Input material section start

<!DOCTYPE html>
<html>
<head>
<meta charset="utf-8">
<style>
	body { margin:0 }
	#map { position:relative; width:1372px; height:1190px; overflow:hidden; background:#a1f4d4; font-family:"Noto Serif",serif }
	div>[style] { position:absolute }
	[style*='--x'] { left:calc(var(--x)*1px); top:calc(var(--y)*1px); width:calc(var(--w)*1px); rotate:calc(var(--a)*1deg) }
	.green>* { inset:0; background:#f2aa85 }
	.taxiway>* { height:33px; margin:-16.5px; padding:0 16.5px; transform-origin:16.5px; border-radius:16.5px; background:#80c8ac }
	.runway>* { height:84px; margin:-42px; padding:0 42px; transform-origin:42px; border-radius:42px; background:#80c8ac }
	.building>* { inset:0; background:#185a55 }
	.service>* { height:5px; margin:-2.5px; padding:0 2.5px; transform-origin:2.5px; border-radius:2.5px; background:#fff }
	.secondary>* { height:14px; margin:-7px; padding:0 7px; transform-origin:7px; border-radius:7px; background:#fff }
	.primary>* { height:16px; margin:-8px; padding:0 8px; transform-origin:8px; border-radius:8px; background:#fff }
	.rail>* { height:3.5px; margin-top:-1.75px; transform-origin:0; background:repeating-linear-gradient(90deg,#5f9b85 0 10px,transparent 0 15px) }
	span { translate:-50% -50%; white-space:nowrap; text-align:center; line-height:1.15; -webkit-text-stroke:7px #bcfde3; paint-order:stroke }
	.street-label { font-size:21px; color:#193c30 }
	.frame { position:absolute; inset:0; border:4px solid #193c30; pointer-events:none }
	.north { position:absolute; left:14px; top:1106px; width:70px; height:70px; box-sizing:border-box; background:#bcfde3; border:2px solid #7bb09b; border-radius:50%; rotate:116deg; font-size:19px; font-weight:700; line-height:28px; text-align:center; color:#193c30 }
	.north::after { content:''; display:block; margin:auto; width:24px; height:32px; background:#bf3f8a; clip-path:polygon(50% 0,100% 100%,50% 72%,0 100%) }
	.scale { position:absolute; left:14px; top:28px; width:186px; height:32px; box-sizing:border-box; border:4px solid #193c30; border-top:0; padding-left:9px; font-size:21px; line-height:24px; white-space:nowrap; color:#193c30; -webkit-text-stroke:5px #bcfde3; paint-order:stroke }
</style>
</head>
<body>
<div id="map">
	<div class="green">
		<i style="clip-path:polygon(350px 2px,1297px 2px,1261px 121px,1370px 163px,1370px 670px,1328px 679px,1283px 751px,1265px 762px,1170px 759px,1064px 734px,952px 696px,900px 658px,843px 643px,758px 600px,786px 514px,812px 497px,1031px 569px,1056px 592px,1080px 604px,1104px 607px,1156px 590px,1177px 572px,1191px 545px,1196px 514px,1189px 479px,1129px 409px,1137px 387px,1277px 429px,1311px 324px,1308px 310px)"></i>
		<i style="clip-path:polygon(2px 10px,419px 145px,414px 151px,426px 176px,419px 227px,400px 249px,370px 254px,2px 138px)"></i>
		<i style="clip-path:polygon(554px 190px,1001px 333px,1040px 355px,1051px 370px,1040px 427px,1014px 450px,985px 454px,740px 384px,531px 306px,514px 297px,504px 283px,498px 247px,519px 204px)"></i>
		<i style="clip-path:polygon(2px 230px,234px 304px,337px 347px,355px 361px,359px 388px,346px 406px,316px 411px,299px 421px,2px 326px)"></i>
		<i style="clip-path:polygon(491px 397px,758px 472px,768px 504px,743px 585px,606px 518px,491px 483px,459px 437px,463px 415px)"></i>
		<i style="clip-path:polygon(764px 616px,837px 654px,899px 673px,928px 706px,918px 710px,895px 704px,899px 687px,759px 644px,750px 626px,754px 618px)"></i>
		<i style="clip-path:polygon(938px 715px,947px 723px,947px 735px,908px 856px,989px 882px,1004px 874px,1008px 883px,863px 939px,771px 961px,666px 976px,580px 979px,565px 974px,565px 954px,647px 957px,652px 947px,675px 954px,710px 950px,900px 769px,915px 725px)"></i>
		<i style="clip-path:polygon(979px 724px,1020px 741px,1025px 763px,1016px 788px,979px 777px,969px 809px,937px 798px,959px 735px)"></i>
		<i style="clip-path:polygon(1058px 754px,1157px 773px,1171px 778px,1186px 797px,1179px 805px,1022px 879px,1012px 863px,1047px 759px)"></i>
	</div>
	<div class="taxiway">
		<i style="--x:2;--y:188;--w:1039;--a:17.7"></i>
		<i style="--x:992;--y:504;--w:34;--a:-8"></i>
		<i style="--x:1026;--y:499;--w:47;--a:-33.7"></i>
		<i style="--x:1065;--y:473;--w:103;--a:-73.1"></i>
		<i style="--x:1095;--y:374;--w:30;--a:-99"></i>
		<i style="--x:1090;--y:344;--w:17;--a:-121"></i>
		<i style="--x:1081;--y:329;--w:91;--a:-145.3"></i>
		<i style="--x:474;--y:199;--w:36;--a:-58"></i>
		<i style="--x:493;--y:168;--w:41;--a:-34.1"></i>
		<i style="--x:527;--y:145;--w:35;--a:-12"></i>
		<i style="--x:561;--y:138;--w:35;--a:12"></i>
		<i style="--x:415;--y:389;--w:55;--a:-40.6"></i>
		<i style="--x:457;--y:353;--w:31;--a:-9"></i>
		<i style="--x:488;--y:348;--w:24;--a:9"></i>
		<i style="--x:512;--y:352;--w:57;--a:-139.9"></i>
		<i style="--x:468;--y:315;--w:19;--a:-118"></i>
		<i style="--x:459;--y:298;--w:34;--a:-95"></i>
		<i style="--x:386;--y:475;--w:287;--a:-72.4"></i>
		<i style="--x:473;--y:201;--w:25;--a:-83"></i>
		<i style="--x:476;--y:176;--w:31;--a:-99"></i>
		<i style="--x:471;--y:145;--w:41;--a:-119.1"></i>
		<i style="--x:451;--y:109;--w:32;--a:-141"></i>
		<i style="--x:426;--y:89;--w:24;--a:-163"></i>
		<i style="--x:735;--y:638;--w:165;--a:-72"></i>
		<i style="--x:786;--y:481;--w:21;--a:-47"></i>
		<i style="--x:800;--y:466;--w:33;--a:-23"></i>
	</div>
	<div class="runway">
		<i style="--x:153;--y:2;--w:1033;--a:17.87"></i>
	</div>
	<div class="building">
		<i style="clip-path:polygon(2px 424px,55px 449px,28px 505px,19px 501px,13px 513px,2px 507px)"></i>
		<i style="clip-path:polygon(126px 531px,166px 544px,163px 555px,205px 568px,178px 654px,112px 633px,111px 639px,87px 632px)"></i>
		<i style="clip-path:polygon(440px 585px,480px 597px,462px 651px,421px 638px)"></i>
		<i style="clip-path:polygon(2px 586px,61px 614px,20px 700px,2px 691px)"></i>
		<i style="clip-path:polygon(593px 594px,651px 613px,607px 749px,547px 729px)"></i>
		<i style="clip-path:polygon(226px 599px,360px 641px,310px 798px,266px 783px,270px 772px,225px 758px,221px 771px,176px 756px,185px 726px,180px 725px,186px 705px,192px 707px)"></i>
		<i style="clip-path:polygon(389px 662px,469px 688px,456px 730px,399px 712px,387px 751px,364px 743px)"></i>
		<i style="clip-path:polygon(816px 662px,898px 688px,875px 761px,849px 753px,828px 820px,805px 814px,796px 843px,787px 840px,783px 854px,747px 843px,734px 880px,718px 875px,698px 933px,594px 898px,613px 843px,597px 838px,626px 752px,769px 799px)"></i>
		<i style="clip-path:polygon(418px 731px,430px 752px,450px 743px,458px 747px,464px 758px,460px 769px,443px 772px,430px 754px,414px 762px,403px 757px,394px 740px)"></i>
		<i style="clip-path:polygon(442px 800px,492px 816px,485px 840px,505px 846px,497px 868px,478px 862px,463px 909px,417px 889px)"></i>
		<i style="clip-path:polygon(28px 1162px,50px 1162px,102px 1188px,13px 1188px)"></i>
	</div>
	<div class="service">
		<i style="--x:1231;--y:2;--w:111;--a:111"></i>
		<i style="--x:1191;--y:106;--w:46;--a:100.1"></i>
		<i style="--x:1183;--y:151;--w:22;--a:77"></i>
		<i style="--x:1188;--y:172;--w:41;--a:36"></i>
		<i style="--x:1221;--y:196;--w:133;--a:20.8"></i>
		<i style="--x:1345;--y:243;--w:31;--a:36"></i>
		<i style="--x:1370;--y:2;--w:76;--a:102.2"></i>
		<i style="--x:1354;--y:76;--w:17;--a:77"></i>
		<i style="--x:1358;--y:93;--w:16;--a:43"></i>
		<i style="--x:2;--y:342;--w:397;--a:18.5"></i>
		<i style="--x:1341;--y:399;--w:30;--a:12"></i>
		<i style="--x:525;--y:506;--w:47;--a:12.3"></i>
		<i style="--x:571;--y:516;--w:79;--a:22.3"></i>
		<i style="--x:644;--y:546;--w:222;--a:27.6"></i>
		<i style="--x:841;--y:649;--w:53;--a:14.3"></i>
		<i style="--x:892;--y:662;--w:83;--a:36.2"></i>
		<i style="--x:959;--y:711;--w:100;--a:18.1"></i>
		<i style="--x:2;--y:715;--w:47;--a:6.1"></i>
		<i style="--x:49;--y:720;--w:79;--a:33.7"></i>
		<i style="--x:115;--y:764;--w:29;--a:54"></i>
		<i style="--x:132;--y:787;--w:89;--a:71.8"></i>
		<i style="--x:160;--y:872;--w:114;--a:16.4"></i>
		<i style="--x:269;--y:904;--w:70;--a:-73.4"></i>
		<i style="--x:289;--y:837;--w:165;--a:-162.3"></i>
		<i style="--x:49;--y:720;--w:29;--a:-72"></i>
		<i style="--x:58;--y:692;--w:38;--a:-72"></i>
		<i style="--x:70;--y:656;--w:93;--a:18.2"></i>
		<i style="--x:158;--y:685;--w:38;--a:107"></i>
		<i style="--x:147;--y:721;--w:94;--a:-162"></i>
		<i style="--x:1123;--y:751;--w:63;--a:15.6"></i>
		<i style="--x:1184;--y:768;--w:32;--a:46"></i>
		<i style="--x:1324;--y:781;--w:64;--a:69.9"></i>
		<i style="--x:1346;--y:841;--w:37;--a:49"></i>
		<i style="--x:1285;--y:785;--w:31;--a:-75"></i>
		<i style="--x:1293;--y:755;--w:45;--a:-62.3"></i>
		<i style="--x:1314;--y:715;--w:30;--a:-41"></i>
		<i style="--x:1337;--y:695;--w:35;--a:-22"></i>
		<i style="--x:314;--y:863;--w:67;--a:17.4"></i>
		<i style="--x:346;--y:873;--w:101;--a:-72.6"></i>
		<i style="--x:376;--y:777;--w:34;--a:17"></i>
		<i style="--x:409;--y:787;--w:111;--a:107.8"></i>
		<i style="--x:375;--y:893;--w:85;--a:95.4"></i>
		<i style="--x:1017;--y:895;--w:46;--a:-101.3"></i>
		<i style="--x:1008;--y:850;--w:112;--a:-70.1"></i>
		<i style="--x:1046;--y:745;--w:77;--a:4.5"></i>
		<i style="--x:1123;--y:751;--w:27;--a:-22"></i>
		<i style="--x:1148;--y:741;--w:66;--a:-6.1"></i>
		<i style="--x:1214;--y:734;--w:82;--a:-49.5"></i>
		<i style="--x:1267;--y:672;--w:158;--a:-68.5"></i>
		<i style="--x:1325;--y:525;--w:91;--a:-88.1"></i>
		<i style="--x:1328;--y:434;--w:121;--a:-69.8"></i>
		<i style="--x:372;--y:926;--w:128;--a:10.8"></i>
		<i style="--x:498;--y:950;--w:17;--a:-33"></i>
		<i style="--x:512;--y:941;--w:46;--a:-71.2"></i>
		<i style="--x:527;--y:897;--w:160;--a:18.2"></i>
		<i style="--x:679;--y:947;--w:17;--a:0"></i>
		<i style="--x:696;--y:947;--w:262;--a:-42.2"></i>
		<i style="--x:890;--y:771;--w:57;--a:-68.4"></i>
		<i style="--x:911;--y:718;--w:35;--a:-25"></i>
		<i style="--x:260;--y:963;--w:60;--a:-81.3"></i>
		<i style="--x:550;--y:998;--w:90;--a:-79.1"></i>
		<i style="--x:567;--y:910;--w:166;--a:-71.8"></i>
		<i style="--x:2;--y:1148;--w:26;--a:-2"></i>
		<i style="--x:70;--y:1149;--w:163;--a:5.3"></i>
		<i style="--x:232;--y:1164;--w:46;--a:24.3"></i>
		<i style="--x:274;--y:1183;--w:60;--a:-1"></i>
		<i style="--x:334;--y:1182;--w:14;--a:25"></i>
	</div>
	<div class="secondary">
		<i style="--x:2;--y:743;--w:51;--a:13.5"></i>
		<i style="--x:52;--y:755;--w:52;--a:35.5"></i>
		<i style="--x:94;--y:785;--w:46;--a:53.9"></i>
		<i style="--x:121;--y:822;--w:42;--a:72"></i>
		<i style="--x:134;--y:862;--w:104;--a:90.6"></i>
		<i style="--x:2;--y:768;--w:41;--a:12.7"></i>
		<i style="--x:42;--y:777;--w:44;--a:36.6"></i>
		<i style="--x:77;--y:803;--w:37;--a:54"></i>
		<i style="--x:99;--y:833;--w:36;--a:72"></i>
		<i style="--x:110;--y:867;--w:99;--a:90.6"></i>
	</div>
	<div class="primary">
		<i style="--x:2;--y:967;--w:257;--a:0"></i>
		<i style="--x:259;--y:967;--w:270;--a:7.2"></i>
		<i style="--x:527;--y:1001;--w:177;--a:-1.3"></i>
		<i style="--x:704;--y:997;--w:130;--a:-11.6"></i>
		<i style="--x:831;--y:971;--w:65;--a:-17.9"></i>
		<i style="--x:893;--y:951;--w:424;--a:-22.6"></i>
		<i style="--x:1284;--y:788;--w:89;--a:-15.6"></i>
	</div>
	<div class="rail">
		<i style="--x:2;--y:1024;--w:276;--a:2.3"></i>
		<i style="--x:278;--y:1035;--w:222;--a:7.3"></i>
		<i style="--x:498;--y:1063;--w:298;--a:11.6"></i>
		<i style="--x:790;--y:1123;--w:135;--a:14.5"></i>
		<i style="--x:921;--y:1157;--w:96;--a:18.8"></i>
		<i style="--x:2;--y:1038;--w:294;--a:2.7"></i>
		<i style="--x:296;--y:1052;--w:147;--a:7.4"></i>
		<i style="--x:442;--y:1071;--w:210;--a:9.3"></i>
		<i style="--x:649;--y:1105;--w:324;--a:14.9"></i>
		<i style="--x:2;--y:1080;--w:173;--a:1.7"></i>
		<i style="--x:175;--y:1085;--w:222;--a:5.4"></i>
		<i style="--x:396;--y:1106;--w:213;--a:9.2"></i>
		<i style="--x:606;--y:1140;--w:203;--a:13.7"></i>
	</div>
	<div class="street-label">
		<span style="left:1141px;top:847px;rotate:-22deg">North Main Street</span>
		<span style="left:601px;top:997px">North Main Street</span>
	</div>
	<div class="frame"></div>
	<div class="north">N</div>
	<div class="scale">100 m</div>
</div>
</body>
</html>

Input material section end

Up to and including the line with "height:5px; margin:-2.5px; padding:0", transcribe the entries above exactly, starting from their first line.

<!DOCTYPE html>
<html>
<head>
<meta charset="utf-8">
<style>
	body { margin:0 }
	#map { position:relative; width:1372px; height:1190px; overflow:hidden; background:#a1f4d4; font-family:"Noto Serif",serif }
	div>[style] { position:absolute }
	[style*='--x'] { left:calc(var(--x)*1px); top:calc(var(--y)*1px); width:calc(var(--w)*1px); rotate:calc(var(--a)*1deg) }
	.green>* { inset:0; background:#f2aa85 }
	.taxiway>* { height:33px; margin:-16.5px; padding:0 16.5px; transform-origin:16.5px; border-radius:16.5px; background:#80c8ac }
	.runway>* { height:84px; margin:-42px; padding:0 42px; transform-origin:42px; border-radius:42px; background:#80c8ac }
	.building>* { inset:0; background:#185a55 }
	.service>* { height:5px; margin:-2.5px; padding:0 2.5px; transform-origin:2.5px; border-radius:2.5px; background:#fff }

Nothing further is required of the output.